Smokability: Is it a good smoker? Hell, yes. There is a definite gap between this pipe and my Stanwells. Although the price wasn't that much more than my Stanwell Legends, it is a definite step up in smoking. The draw is on par with the Stanwells, rather than the crappy draw I had come to expect from meers, and relights are needed less often. The tobacco keeps smoldering in the bowl far better than the Stanwells, allowing for longer delays between puffs than I thought possible. This pipe is definitely a step up for me.

Carving: One thing to keep in mind: obviously, as a hand carved pipe, my pipe does not look exactly like the one on the Altinok website. In fact, I'd say it's more of this particular carver's interpretation of the design rather than the design itself. That said, it's a damned nice interpretation! The carving is well executed, and a delight to the eyes. More than that, it is a delight to the touch. The swooping tobacco leaves make it feel like a very deep sandblast in the hand. It's a joy to hold.

Overall impressions: This is obviously a quality pipe, well designed, well executed. Heck, even the fitted case is better than those I've seen in the past. And, as nice as it looks, this is definitely a pipe meant to be smoked, not displayed. My overriding impression of this pipe, compared to what I expected, is how bold and beefy it is. No delicate, lah-de-dah pipe here! Would I buy it again? Well, I've already been back on the Altinok website, trying to decide which one to get next, so I'd have to say that's a big yes!

(Aside from the pipe itself, I have to mention that the process of getting the pipe was exceptional; Sinan Altinok kept me apprised of the progress of the order through the entire process of carving, shipping, etc., which if nothing else made the wait more bearable! Definitely a class operation, and Altinok gets my recommendation!)
------------------------------------------------------------------------
By the way, as I said upfront, I'm not an experienced reviewer. If I missed any area that needs to be addressed, let me know; questions are welcome!


----------



## Terrier (Jan 15, 2010)

Very nice review.


----------



## ultramag (Aug 23, 2007)

Terrier said:


> Very nice review.


Yes, it most definately was. I'm not one to come along and do the nice review post usually, however I was so inclined due to your caveat. I've smoked probably 100+ different pipes and 5 or 6 meers from 3 different makers and I think your review of the Altinok is spot on. These are in a whole different league than the more "common" meerschaum pipes you can find easily. Some say the IMP's come close.

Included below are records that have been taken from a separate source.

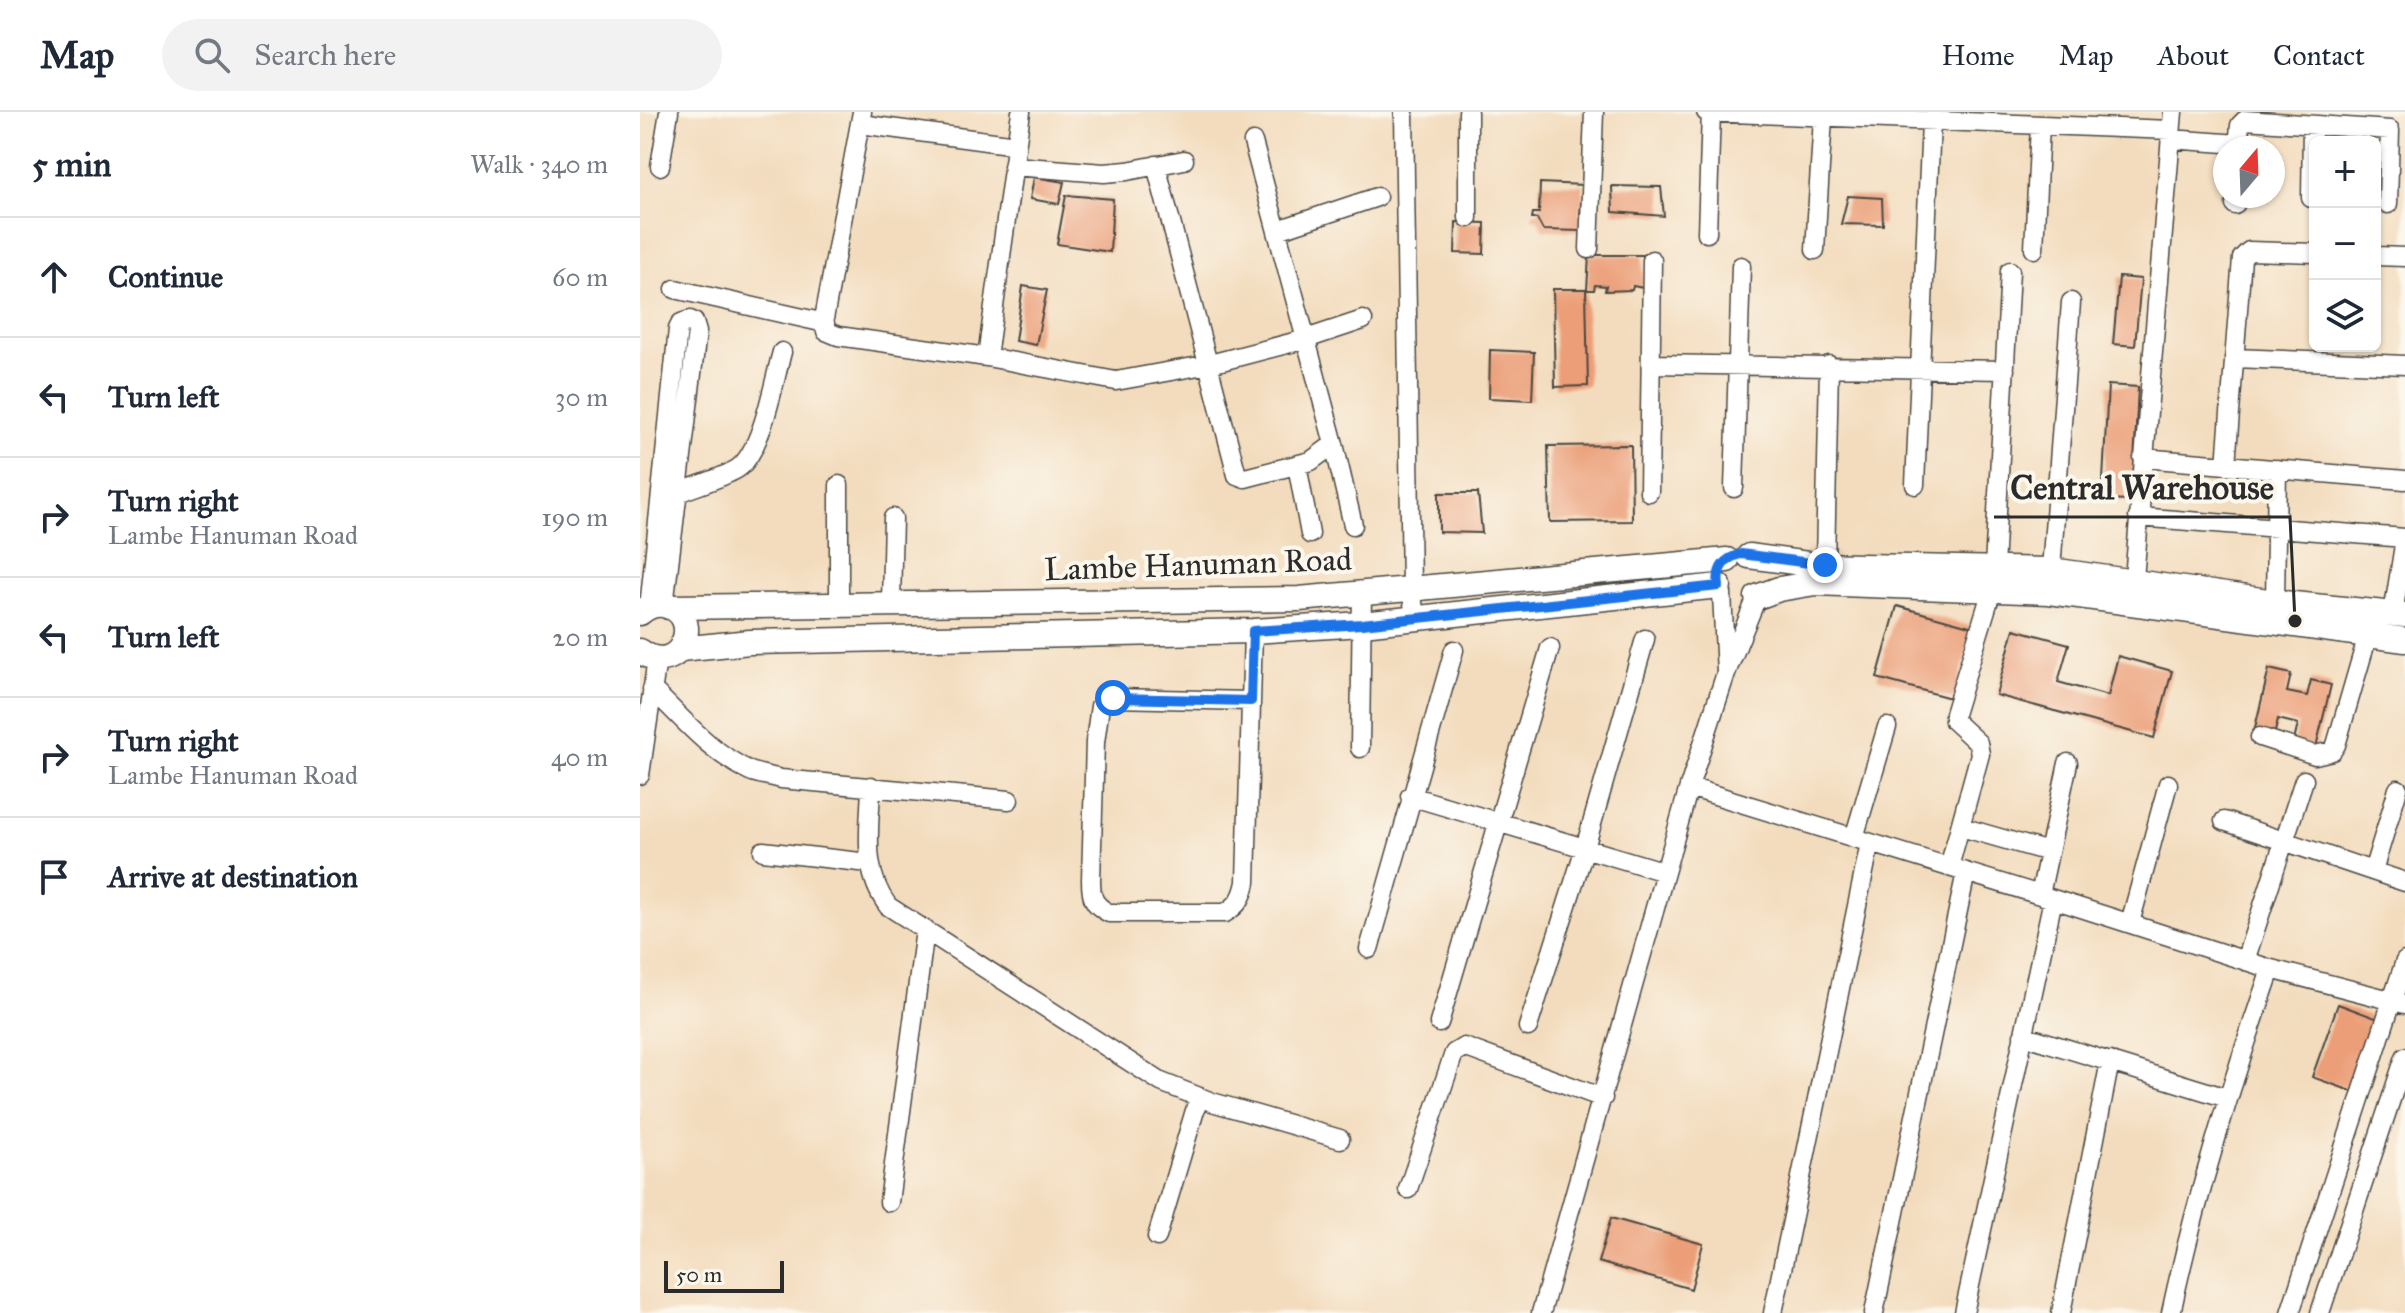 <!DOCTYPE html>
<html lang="en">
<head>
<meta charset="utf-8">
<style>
	body { margin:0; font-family:"IM FELL Great Primer",serif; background:#f2f2f3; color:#1f2937 }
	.controls { position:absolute; right:24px; top:24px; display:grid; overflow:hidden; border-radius:12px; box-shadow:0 2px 6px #0004 }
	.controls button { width:72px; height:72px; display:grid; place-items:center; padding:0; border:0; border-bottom:2px solid #e0e1e3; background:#fff; color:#1f2937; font:40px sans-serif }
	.compass { position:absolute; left:1573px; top:24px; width:72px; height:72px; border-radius:50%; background:#fff; box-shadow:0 2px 6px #0004; rotate:19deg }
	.scale { position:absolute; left:24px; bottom:20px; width:120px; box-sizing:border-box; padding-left:8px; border:4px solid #2b2b2b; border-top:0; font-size:22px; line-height:28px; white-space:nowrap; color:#2b2b2b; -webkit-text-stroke:6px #fbf7ec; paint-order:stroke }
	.stop { position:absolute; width:24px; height:24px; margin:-18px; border:6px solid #1a73e8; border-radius:50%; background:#fff }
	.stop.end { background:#1a73e8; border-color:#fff; box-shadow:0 2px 8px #0008 }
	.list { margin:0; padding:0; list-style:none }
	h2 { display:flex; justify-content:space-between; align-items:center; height:104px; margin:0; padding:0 32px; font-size:34px }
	h2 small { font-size:26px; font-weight:400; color:#747a83 }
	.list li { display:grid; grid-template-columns:52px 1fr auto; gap:24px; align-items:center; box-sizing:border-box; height:120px; padding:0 32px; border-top:2px solid #e0e1e3 }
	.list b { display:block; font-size:30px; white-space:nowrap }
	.list p { margin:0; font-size:26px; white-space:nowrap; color:#747a83 }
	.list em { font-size:26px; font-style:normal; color:#747a83 }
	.icon { flex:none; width:44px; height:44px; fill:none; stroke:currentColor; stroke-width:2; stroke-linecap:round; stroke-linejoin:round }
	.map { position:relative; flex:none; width:1765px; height:1201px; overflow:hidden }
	header { display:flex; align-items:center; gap:48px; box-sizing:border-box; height:112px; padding:0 40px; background:#fff; border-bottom:2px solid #e0e1e3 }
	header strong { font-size:38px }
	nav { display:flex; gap:44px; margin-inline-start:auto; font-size:28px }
	.search { width:560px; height:72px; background:#f2f2f3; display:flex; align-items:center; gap:20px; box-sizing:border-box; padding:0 28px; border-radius:44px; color:#747a83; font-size:30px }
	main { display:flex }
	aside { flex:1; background:#fff }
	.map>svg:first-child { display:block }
</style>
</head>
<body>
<header>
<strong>Map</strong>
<div class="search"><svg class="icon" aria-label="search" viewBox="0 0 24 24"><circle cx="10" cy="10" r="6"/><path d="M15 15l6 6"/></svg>Search here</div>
<nav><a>Home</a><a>Map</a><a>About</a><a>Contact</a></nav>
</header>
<main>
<aside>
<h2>5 min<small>Walk · 340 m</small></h2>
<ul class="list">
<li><svg class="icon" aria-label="ahead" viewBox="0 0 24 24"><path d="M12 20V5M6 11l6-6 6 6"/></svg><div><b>Continue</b></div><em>60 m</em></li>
<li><svg class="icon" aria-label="left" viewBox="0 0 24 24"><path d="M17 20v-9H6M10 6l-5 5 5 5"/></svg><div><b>Turn left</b></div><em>30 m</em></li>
<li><svg class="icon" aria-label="right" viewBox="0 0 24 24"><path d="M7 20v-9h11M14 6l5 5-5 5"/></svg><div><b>Turn right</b><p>Lambe Hanuman Road</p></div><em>190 m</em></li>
<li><svg class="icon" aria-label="left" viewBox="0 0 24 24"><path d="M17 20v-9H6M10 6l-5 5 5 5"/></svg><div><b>Turn left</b></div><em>20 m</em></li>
<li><svg class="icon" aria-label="right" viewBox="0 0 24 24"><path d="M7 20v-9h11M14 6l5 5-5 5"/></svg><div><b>Turn right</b><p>Lambe Hanuman Road</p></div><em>40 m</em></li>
<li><svg class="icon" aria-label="arrive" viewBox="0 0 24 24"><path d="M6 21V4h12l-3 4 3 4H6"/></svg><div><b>Arrive at destination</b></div></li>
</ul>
</aside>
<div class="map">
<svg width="1765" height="1201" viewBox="0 0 1765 1201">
	<rect width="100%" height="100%" fill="#fbf7ec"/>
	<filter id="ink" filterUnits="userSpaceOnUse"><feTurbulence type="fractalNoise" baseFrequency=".0125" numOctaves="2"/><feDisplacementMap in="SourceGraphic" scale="16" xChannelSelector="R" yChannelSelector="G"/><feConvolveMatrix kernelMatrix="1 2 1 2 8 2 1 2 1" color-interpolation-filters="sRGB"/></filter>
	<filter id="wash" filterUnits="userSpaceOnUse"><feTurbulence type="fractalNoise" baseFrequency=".006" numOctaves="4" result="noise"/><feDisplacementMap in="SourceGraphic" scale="32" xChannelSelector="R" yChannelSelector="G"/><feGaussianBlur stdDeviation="1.8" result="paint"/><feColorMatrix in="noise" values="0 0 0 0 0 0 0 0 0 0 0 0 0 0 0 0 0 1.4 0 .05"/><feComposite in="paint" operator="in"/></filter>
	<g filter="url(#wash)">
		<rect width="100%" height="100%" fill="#f3dcbd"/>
		<g id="blocks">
			<!-- building -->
			<path fill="#eb9e77" d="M394 65 424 70 419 92 390 87Z
				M900 71 943 73 944 91H941L940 102 943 103 942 119 903 118 897 107 892 106 893 101H899Z
				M972 74 1021 75 1024 104 973 100Z
				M426 83 473 87 470 140 417 132Z
				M1208 84 1242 86 1243 113 1201 112Z
				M816 110 845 111 844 142 815 141Z
				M949 143H1003V176L993 174 992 178 965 179 966 174 955 173 954 178H947Z
				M1479 165 1501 167 1495 234 1473 232Z
				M383 174 407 178 396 233 375 229Z
				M913 177H946L948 274 915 275Z
				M850 238 894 240 892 288 849 286Z
				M1468 273 1498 275 1492 389 1462 388Z
				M991 333 992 409 910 410 908 334Z
				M799 381H838L842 421 799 420Z
				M1257 494 1333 515 1314 587 1237 566Z
				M1374 517 1429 532 1418 570 1468 584 1478 544 1532 559 1514 626 1356 583Z
				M1629 557 1651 562 1647 580 1667 584 1671 568 1691 573 1676 635 1654 629 1658 612 1638 607 1634 624 1614 620Z
				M1698 892 1741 908 1714 980 1672 965Z
				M971 1106 1063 1132 1051 1177 958 1150Z"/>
		</g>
	</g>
	<g filter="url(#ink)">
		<use href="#blocks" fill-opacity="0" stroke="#494641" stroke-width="2"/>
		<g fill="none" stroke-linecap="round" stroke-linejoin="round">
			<!-- minor casing -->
			<g stroke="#494641" stroke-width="21">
				<path id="minor" d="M222 0 184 207 186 219 198 224 347 245 476 269 570 252 666 227 723 208
					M764 0 771 475 775 506
					M828 0V106
					M1066 0 1531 18
					M220 12 376 33
					M1530 27 1599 32
					M613 30 694 332 713 413
					M1598 36 1600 13 1605 8 1750 18 1748 92
					M516 53 597 363 605 366 671 349 694 332
					M20 54 29 0
					M373 54 464 61 487 59 544 48
					M1671 86 1672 13
					M1595 93 1596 84
					M638 118 737 85
					M1067 121 1071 0
					M949 137 954 0
					M1394 137 1400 13
					M1175 138 1183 5
					M1735 144 1765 145
					M35 177 185 211
					M347 245 381 0
					M1594 246 1765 253
					M1011 252 1365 258
					M1503 346 1765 368
					M657 353 670 422
					M1586 353 1602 146 1609 139 1675 141
					M1275 373 1291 10
					M1094 376 1101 154
					M1009 380 1012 148
					M38 381C57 373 80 367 97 357 122 341 134 268 142 240
					M1498 405 1765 426
					M1185 453 1189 253
					M1354 456 1370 159
					M1411 458 1431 190
					M1493 479 1533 0
					M1082 481 1086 561 1117 485
					M251 490 253 406
					M1635 490 1637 357
					M199 491V373
					M9 496 38 217 41 211 50 208 54 210 57 220 24 494
					M1753 502 1765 427
					M12 577C42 606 71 641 110 659 119 663 131 664 141 667L369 688
					M611 589 473 586 460 594 455 630 451 768C451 785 453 793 469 801H585C598 793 603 786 606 770L613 519
					M1620 625 1675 643 1692 639 1696 633 1728 523
					M720 636 722 479
					M0 663 17 547
					M231 674C230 717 221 758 248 794L521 970 572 990 700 1027
					M1049 675 1413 787 1631 857 1765 892
					M770 684 1025 760
					M1584 709 1765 770
					M1321 715 1409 740
					M1214 726 1247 615
					M123 739 229 751
					M1309 755 1340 642 1338 631 1314 609V602L1352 478
					M1733 759 1758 677
					M1400 783 1428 651
					M1490 811 1528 672
					M729 837 814 538
					M1605 849 1664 668
					M799 911 910 536
					M888 915 945 736 1005 527
					M1383 923 1587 986
					M768 1077 814 941 824 935 963 986
					M249 1090 285 818
					M517 1125 559 985
					M901 1201 1049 675 1086 561
					M1133 1201 1230 731
					M1234 1201 1326 760
					M1324 1201 1413 787
					M1421 1201 1470 949
					M1531 1201C1556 1084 1592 970 1631 857
					M1650 1201 1765 849
					M1680 1201 1765 945"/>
			</g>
			<!-- major casing -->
			<g stroke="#494641" stroke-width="27">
				<path id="major" d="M1109 444 1175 453 1411 458 1635 490 1765 503
					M1117 485 1139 477 1175 471 1409 480 1765 528
					M29 495 659 487 1087 448
					M0 501C7 495 14 492 23 493 66 499 43 570 0 539
					M40 537 110 530 613 519 722 512 1079 474"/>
			</g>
			<!-- minor -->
			<use href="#minor" stroke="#fff" stroke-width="18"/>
			<!-- major -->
			<use href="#major" stroke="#fff" stroke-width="24"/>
		</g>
	</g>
	<g fill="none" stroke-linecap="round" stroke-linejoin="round" filter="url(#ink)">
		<!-- route -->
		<path stroke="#1a73e8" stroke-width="10" d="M473 586 611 589 613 519 722 512 1079 474C1076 457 1084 446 1101 442L1185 453"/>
	</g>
	<g text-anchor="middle" stroke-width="8" stroke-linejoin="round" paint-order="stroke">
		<!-- street labels -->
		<g font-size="32" fill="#2b2b2b" stroke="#fbf7ec">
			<text transform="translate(558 452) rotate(-2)" y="11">Lambe Hanuman Road</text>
		</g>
	</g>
	<!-- callouts -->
	<path fill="none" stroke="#2b2b2b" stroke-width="3" d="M1655 509L1650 405H1354"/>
	<circle fill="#2b2b2b" stroke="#fbf7ec" stroke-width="3" cx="1655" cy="509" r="8"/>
	<g font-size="34" text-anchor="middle" font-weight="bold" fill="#2b2b2b" stroke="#fbf7ec" stroke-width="8" stroke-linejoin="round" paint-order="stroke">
		<text x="1502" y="387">Central Warehouse</text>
	</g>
</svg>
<div class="controls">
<button>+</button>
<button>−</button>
<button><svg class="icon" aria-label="layers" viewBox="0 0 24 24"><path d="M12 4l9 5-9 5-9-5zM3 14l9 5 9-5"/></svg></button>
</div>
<svg class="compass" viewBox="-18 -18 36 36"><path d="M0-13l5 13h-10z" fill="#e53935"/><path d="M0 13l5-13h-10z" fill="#747a83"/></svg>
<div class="scale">50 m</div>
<div class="stop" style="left:473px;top:586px"></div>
<div class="stop end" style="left:1185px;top:453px"></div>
</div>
</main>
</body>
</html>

My particular Altinok is a classic bulldog shape and as you mention is a handful of meer. Excellent draw on par with many of what I consider the top pipes on the market....nice and open. If I was gonna nit pick mine it would be on stem work. It's a little thick and clunky at the bit IMO, but this is a very subjective thing I imagine.

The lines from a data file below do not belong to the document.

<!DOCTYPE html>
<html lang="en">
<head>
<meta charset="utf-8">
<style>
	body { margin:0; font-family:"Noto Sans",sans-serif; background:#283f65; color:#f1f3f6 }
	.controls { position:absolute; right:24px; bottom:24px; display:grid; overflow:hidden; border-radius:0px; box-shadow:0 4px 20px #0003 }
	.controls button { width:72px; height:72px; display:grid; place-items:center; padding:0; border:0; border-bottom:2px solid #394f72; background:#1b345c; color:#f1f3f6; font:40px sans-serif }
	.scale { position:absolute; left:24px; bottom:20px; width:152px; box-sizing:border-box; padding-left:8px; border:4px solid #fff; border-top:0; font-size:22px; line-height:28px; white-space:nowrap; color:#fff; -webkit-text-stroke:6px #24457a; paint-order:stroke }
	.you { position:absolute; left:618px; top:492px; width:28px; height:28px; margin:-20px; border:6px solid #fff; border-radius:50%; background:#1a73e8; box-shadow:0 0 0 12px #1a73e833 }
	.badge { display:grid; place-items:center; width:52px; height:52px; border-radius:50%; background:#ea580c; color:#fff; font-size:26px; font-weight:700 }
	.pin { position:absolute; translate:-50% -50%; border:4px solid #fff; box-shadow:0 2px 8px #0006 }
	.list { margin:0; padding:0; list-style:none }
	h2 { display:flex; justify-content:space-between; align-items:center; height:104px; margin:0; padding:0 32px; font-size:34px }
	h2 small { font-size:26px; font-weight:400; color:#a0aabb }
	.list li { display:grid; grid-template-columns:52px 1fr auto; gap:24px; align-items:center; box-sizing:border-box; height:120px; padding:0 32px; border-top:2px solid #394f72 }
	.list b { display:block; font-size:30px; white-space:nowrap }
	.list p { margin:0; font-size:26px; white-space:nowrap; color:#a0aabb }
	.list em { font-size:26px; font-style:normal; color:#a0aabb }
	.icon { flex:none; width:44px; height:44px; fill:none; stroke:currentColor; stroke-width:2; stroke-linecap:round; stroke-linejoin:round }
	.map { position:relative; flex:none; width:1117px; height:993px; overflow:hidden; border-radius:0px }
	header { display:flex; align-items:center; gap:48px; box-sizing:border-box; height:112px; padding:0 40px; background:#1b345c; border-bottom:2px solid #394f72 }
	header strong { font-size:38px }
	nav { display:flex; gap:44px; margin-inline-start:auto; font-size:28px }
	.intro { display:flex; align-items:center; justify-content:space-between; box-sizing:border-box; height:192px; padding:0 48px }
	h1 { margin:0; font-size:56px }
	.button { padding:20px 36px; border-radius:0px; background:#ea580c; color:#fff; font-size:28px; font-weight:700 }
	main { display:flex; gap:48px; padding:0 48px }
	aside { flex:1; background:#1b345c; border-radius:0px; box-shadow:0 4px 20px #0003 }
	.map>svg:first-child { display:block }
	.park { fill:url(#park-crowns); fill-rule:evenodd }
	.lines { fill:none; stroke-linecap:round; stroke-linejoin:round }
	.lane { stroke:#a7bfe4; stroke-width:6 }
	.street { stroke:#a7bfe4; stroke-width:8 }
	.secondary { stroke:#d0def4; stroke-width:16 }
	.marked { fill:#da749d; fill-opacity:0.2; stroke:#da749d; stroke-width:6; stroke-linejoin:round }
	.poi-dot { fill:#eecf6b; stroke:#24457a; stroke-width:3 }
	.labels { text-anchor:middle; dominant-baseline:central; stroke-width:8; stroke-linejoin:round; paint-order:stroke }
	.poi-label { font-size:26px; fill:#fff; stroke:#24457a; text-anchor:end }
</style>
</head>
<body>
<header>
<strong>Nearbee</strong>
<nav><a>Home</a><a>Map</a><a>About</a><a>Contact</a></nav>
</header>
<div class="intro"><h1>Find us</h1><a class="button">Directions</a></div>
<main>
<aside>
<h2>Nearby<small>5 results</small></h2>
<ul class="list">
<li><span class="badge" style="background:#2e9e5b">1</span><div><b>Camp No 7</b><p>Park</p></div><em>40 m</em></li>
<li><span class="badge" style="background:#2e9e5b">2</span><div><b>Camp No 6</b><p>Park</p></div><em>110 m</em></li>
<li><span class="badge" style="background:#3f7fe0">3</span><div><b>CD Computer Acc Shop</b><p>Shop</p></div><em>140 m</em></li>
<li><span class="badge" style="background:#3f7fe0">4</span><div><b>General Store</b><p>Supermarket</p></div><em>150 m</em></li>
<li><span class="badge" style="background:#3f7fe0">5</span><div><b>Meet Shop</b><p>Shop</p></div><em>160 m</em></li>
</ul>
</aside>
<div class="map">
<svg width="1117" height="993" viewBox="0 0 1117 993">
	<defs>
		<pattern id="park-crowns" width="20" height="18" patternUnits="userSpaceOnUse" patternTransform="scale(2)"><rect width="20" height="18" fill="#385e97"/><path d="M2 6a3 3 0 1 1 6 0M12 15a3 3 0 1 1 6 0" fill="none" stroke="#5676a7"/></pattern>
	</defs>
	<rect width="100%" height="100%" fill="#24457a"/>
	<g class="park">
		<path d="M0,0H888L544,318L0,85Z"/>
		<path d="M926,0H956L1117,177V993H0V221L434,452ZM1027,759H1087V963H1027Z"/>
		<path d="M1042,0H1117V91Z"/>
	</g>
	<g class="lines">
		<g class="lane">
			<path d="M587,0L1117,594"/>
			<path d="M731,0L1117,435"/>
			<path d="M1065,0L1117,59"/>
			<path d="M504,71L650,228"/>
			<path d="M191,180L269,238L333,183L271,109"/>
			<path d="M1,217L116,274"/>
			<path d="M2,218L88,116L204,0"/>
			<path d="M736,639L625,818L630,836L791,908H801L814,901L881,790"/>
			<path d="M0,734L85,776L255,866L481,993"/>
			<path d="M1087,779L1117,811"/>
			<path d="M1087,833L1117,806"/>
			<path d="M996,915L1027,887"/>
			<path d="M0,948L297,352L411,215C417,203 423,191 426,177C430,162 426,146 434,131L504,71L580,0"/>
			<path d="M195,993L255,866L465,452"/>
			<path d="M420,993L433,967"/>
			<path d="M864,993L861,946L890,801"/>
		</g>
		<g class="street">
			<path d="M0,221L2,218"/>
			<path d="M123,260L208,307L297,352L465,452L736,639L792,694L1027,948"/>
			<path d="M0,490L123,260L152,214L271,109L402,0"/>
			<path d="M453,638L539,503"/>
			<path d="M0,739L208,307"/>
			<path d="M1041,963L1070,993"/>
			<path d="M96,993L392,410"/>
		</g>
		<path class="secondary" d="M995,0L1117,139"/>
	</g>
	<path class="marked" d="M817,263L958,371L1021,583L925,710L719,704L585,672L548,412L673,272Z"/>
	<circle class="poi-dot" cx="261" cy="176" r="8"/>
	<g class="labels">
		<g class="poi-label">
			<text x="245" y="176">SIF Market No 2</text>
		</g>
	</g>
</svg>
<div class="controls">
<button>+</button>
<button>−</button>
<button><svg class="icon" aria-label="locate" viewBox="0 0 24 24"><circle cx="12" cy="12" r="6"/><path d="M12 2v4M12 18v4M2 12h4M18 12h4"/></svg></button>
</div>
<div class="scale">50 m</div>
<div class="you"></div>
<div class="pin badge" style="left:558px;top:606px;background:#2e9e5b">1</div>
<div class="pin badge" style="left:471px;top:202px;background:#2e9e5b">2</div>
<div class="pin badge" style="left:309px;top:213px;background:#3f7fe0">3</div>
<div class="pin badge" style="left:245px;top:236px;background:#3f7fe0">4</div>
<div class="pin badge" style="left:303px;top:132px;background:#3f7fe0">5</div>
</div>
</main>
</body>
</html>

Very good review and no caveats needed!!!


----------



## Jack Straw (Nov 20, 2008)

Great review, and good to hear.


----------



## Jack Straw (Nov 20, 2008)

Any idea what causes a pipe to hold a smolder longer than another? I have heard this mentioned in my travels across cyberspace, but never gave it much thought.


----------



## MarkC (Jul 4, 2009)

I don't have a clue! I understand Cavicchi's are noted for this; maybe someday...


----------



## Terrier (Jan 15, 2010)

Jack Straw said:


> Any idea what causes a pipe to hold a smolder longer than another? I have heard this mentioned in my travels across cyberspace, but never gave it much thought.


Very good question. Hopefully we can get an answer on that.


----------



## KetherInMalkuth (Dec 17, 2009)

A good pack will always be required but I believe the size of the borehole combined with placement at the bottom of the bowl as well as the internal bowl shape and the bowl material & cake all contribute to the smolder. A slightly tapered bowl, with center placement and a decent sized borehole should all make for the most air passing past the cherry with each puff thus making a stronger, longer lasting cherry; combine that with a good cake to insulate it and absorb extra moisture and it should make for a very nice smolder. There's my little :2 on the subject.


----------



## beefytee (Apr 16, 2009)

can we see a picture of the pipe in question.

Great review as well.


----------